Ceisteanna—Questions. Oral Answers. - Exchange Rate.

1.

asked the Minister for Finance the major factors which, in his view, will most likely determine the exchange rate of the punt in the short and medium term.

Experience has shown that, over time, exchange rates are determined primarily by the relative performance of economies in such areas as costs, prices, wages and the public finances. Pursuit of sound polices in these areas will tend to give exchange rate stability, particularly over the medium-term. The objective of the Government's exchange rate policy has been to seek such stability in the context of the EMS, with a view to consolidating progress in reducing the rate of inflation.

The stance taken at the recent realignment was fully consistent with this objective. In the short term, transient factors such as speculative capital movements can have a major influence on exchange rate developments. In our case, however, the potential impact of such transient influences is reduced by the pound's participation in the EMS exchange rate mechanism and the narrow margins of fluctuation which this implies vis-à-vis our EMS partners.

Would the Minister agree that the relative strength of the punt in recent times, aided by the Minister at the recent conference, puts a heavy burden on our exports and has many of our potential exporters worried? Does the Minister think he was well advised to maintain the strength of the punt in that context?

I do. I do not accept the position as stated by the Deputy. A large part of our industry is very cost sensitive and therefore would be adversely affected if there was to be a resurgence of inflation, which would be the result of the Government failing to pursue their policy in regard to the exchange rate. Depreciation in the exchange rate would tend to lead to a resurgence of inflation and to put interest rates up, because if the punt was seen to be a currency, because of relatively transient factors, which through Government action was liable to be devalued, this would tend to increase speculation against the currency, the direct result of which, of course, would be to push up interest rates. The purpose of our policy has been to try to ensure that inflation will continue to fall, that nothing will be done to lead to a resurgence of inflation, and to achieve the same result in regard to interest rates. Both of these are very important to the success of Irish industry which, as I said, is both cost sensitive and interest rate sensitive.

Does the Minister agree it is because of this cost sensitivity that it is important to appreciate that some reduction in the strength of the punt would give the encouragement and boost needed by our manufacturers and exporters, agricultural and industrial, that would stimulate some increase in employment? Would the Minister agree that there is no great merit, per se, in having an inflation rate of 3 per cent, 4 per cent or 5 per cent if a concomitant of that is the unemployment rate we have at present? Would it not be better if our inflation rate were a couple of points higher and our unemployment rate a couple of points lower?

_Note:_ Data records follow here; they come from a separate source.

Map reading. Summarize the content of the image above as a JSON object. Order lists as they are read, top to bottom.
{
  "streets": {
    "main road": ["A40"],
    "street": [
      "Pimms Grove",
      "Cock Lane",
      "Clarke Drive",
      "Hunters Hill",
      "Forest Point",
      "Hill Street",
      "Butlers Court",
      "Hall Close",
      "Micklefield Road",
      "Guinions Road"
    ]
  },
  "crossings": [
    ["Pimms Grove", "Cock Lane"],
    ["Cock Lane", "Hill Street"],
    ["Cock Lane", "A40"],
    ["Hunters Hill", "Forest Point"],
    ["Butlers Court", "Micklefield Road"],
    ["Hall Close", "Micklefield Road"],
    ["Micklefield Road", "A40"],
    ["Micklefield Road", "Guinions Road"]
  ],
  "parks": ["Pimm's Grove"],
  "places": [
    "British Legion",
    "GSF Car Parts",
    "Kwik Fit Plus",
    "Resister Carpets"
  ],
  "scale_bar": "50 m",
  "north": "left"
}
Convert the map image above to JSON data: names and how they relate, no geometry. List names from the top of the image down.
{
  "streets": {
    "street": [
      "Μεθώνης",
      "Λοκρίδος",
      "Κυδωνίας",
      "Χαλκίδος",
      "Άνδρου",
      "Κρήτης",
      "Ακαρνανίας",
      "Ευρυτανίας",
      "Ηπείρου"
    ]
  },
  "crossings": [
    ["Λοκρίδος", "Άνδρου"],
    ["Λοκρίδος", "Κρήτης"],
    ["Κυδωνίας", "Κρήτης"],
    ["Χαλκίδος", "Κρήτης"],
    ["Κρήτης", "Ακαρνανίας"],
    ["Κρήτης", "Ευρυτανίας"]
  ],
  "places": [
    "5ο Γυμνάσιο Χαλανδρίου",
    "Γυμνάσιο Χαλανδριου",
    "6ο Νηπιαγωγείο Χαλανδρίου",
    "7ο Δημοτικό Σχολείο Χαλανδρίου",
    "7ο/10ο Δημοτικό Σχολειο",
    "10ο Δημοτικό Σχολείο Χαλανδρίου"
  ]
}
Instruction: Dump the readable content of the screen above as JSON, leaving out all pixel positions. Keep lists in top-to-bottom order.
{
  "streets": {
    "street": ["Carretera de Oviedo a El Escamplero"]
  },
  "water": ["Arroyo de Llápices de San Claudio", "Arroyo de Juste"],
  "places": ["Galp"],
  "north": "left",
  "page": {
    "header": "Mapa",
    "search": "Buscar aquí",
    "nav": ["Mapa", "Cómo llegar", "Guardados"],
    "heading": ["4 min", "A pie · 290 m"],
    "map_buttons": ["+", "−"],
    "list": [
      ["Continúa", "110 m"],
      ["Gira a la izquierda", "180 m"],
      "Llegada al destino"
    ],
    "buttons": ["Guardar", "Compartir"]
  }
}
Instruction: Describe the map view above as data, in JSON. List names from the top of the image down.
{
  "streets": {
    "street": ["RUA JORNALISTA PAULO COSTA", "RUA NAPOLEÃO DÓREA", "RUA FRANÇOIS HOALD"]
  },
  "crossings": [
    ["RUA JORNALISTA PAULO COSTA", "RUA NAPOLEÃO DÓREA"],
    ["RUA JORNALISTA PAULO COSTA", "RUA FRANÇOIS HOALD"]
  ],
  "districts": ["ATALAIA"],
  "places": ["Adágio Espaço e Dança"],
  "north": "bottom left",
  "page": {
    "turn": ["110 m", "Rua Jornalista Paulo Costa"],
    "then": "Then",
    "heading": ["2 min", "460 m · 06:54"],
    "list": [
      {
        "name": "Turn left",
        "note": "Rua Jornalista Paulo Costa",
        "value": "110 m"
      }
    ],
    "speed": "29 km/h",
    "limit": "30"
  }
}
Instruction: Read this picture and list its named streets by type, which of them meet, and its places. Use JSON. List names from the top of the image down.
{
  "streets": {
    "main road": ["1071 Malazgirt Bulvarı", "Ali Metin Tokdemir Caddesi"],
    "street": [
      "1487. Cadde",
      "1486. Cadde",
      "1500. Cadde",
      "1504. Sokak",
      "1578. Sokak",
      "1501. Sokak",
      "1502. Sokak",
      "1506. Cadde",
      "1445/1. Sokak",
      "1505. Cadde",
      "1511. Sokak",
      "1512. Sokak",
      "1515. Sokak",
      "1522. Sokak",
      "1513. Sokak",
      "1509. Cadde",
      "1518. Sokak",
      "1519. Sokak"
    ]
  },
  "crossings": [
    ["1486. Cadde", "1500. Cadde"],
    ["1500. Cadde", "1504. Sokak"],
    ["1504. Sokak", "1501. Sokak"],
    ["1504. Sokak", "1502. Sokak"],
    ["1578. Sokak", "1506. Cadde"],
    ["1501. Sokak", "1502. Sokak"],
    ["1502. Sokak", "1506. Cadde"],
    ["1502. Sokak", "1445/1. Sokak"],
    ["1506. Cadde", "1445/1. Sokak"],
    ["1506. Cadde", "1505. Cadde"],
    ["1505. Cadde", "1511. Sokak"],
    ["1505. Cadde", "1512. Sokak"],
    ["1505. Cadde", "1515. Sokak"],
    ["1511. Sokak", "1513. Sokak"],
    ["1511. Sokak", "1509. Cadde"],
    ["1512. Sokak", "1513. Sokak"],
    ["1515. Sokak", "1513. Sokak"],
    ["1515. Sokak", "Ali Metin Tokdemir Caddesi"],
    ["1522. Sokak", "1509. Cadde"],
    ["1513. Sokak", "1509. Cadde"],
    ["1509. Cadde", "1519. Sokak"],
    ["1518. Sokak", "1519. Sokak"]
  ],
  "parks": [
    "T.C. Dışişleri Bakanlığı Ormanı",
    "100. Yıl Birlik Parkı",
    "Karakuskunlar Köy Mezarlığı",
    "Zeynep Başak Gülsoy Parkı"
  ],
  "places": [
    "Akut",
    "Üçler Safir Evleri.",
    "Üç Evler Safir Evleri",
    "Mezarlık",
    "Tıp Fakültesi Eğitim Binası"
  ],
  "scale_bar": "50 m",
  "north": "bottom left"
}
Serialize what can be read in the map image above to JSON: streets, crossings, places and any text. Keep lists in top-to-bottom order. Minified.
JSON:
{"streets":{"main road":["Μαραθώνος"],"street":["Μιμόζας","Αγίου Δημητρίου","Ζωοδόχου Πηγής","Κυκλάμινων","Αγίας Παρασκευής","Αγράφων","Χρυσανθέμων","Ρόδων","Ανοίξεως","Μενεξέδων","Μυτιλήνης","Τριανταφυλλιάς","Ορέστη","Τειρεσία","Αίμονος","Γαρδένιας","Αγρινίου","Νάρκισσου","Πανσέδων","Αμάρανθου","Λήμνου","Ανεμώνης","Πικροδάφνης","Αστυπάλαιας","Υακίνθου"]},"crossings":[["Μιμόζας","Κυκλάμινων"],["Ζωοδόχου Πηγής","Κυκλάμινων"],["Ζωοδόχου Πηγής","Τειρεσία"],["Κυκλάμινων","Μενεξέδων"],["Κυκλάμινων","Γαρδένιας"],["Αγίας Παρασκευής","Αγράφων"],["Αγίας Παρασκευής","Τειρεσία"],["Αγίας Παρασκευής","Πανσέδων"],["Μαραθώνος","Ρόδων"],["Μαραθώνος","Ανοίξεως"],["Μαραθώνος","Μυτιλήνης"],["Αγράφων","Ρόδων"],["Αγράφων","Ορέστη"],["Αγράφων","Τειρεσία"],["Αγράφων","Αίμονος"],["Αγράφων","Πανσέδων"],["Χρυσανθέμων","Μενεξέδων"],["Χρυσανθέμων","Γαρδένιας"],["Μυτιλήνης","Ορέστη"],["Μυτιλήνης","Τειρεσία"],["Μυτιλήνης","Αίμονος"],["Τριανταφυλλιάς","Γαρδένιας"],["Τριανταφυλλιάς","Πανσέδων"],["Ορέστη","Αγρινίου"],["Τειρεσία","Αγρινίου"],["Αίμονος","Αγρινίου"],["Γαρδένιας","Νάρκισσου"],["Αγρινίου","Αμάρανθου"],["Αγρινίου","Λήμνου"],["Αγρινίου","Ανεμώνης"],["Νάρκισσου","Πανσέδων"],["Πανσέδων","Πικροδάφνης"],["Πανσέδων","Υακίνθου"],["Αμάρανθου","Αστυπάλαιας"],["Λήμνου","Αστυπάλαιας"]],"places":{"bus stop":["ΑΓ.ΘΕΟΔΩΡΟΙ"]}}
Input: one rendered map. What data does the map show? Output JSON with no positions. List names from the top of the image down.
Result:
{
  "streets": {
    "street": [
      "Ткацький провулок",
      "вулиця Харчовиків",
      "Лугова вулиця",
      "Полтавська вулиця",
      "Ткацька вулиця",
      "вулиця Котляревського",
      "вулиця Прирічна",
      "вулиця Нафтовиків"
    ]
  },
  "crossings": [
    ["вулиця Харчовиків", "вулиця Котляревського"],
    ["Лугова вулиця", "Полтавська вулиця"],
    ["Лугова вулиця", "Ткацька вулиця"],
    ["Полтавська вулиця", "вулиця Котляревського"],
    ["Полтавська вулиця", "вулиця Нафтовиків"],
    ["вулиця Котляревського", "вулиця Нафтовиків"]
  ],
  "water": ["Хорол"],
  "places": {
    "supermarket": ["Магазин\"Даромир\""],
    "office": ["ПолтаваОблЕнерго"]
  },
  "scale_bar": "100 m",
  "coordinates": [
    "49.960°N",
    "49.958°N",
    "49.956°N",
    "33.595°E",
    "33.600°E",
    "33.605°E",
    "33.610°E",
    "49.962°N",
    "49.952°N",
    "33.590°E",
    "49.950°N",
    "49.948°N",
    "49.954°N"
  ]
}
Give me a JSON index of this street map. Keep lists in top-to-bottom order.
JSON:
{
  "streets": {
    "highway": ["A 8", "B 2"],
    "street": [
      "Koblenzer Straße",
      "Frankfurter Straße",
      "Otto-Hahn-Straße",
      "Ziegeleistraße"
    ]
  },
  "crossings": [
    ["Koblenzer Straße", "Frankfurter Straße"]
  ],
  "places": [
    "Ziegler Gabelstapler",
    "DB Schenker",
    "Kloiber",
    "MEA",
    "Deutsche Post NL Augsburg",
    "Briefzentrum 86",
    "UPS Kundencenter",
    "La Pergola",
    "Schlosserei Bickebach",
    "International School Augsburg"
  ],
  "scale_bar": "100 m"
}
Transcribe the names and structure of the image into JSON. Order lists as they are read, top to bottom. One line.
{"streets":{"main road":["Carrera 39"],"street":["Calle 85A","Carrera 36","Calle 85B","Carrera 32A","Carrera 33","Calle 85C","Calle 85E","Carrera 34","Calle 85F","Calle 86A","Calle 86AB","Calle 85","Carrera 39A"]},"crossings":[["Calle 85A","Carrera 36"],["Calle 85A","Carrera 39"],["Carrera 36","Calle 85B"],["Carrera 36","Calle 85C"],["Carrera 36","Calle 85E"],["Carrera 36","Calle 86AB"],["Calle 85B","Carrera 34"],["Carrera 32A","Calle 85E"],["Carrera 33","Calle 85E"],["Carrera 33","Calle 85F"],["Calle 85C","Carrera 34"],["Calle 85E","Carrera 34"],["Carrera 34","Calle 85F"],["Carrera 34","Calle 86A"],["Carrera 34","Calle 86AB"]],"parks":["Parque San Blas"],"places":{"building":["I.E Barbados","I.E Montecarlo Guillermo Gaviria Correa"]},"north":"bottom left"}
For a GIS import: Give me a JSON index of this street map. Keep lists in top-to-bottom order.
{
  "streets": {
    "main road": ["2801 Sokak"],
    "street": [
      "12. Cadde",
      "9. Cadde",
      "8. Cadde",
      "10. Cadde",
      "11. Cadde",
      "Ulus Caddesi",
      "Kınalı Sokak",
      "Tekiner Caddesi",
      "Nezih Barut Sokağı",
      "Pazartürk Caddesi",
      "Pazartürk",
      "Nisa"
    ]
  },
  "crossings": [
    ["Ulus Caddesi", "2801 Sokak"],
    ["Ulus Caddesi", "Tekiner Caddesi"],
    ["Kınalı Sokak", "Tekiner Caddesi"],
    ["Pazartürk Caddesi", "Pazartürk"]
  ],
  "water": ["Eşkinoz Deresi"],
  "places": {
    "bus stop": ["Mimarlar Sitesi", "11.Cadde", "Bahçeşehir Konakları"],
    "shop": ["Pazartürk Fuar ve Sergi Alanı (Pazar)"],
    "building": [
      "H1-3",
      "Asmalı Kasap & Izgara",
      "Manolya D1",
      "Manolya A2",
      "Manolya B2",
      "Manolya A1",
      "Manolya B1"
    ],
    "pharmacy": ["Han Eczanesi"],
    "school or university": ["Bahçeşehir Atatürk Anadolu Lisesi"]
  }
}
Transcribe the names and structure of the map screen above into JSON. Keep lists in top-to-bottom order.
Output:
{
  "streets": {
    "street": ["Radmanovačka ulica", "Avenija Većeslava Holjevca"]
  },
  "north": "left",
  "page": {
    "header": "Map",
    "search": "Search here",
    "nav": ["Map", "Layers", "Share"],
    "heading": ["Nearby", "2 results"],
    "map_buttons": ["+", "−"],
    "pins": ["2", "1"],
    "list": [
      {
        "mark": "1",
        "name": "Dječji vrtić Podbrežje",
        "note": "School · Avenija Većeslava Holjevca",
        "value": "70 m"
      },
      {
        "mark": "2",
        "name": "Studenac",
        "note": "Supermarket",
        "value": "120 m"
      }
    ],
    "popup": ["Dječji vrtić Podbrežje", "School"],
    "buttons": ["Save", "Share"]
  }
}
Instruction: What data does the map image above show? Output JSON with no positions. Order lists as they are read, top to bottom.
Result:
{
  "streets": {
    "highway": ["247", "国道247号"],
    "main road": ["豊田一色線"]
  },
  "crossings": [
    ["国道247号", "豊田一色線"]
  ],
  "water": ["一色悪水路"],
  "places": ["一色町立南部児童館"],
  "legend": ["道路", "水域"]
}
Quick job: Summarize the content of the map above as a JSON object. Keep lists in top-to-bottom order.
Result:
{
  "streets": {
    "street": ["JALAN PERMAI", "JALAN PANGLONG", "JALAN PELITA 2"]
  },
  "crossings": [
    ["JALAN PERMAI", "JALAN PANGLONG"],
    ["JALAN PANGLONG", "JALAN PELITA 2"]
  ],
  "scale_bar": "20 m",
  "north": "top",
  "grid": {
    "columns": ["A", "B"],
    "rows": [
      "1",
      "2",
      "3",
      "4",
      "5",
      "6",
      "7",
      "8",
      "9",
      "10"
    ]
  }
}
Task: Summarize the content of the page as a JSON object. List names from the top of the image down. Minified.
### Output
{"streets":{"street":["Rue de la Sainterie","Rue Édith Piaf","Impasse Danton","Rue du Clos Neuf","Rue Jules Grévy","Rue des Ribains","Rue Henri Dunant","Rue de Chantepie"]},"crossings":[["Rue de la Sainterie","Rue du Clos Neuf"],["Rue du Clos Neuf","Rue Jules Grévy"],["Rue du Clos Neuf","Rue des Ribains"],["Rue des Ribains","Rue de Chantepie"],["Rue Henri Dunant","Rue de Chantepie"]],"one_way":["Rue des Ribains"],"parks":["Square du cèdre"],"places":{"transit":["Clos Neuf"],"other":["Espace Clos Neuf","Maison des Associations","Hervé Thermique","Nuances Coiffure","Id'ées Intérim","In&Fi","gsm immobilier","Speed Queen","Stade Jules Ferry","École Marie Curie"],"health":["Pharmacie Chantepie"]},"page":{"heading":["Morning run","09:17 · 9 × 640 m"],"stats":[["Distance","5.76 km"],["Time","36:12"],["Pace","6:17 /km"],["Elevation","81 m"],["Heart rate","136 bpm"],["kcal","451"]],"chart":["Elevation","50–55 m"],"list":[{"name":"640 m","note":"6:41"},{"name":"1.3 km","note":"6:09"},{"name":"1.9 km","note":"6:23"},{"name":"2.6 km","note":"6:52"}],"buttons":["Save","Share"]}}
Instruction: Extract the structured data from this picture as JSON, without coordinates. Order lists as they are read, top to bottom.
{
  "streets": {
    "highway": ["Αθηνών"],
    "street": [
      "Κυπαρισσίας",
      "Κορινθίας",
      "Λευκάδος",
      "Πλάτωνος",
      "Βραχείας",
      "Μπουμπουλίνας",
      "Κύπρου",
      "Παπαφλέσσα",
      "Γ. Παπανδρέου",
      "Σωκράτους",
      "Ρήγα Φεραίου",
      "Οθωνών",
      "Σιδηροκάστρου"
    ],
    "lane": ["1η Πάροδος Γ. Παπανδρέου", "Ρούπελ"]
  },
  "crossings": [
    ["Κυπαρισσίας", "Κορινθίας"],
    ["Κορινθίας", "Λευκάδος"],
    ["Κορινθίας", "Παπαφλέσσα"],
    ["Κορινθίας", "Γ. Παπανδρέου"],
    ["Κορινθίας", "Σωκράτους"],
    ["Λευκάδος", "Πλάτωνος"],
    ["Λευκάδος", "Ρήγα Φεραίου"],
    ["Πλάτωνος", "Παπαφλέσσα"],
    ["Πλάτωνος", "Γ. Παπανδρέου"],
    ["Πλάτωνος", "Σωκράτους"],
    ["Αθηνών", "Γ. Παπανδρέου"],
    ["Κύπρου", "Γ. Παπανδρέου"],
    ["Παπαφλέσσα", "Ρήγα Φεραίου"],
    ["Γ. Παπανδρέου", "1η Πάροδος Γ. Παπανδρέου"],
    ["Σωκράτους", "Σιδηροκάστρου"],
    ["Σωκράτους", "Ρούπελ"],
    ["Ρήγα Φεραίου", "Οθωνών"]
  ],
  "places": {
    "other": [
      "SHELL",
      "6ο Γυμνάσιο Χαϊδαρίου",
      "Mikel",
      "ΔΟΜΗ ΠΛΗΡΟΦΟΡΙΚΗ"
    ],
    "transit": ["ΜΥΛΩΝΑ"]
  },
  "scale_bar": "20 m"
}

The unemployment we have at present is due in large measure to the failure of previous Governments to get inflation down. The high costs that obtained at that time put many businesses out of business and resulted in such high unemployment at the moment. It must be borne in mind that the benefits, as Deputy Taylor sees them, of devaluation would very soon be lost because very quickly a company, although it might have a slight edge on sale prices, would find that the cost of its raw materials, a large proportion of which are imported would go up. As soon as that would happen the "benefits" of the soft exchange rate would immediately disappear. I think it is far better for the health of the economy to establish quite clearly that we have a currency that will stay not just within the EMS formally but as a matter of policy. We have established that quite clearly and I do not think that currency speculators will be as inclined to speculate in future as they have been in the past. We have established the credibility of our policy, which I believe is the best possible one from the point of view of getting unemployment down. It is only by having a competitive economy that we are likely to get unemployment down. Already, as I will be saying in reply to a later question, the rate at which unemployment has been rising has been very dramatically diminished since high inflation obtained.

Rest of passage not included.